DATA UNDER STUDY:

● ● ●

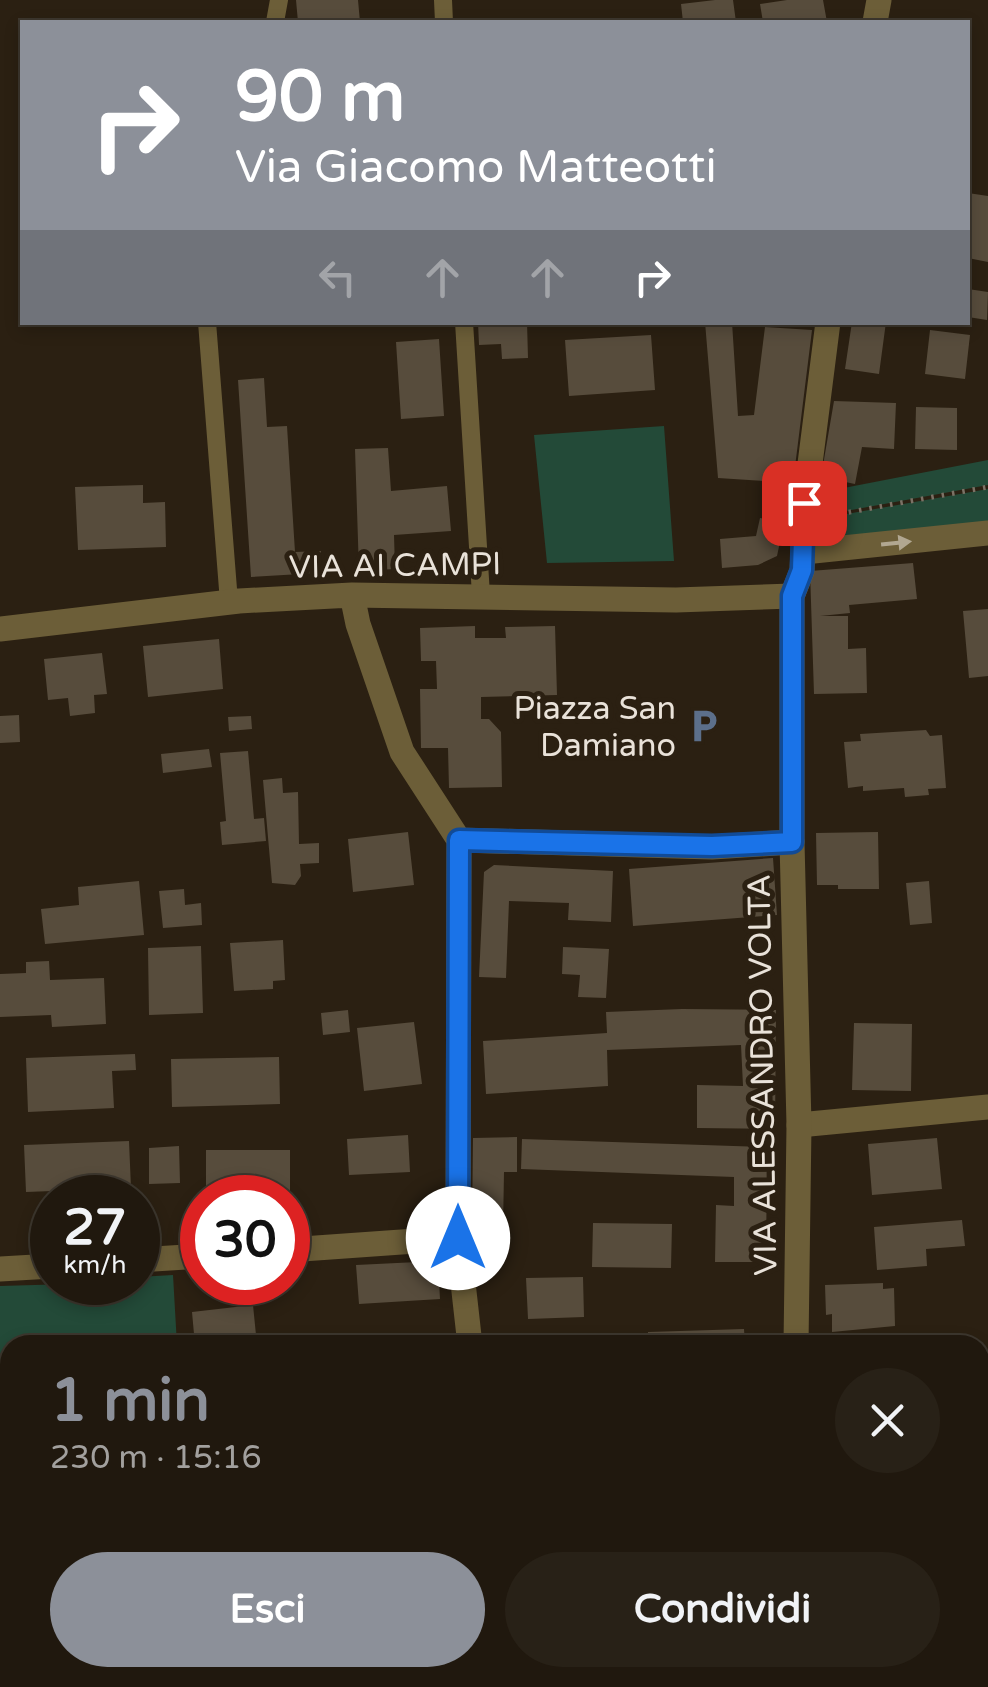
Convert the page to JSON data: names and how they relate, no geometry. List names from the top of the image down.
{
  "streets": {
    "street": ["VIA AI CAMPI", "VIA ALESSANDRO VOLTA"]
  },
  "crossings": [
    ["VIA AI CAMPI", "VIA ALESSANDRO VOLTA"]
  ],
  "places": {
    "parking": ["Piazza San Damiano"]
  },
  "page": {
    "turn": ["90 m", "Via Giacomo Matteotti"],
    "speed": "27 km/h",
    "limit": "30",
    "heading": ["1 min", "230 m · 15:16"],
    "buttons": ["Esci", "Condividi"]
  }
}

● ● ●

TASK DESCRIPTION: Write out the data above precisely. Pictures stay out.

RESULT:
Convert the page to JSON data: names and how they relate, no geometry. List names from the top of the image down.
{
  "streets": {
    "street": ["VIA AI CAMPI", "VIA ALESSANDRO VOLTA"]
  },
  "crossings": [
    ["VIA AI CAMPI", "VIA ALESSANDRO VOLTA"]
  ],
  "places": {
    "parking": ["Piazza San Damiano"]
  },
  "page": {
    "turn": ["90 m", "Via Giacomo Matteotti"],
    "speed": "27 km/h",
    "limit": "30",
    "heading": ["1 min", "230 m · 15:16"],
    "buttons": ["Esci", "Condividi"]
  }
}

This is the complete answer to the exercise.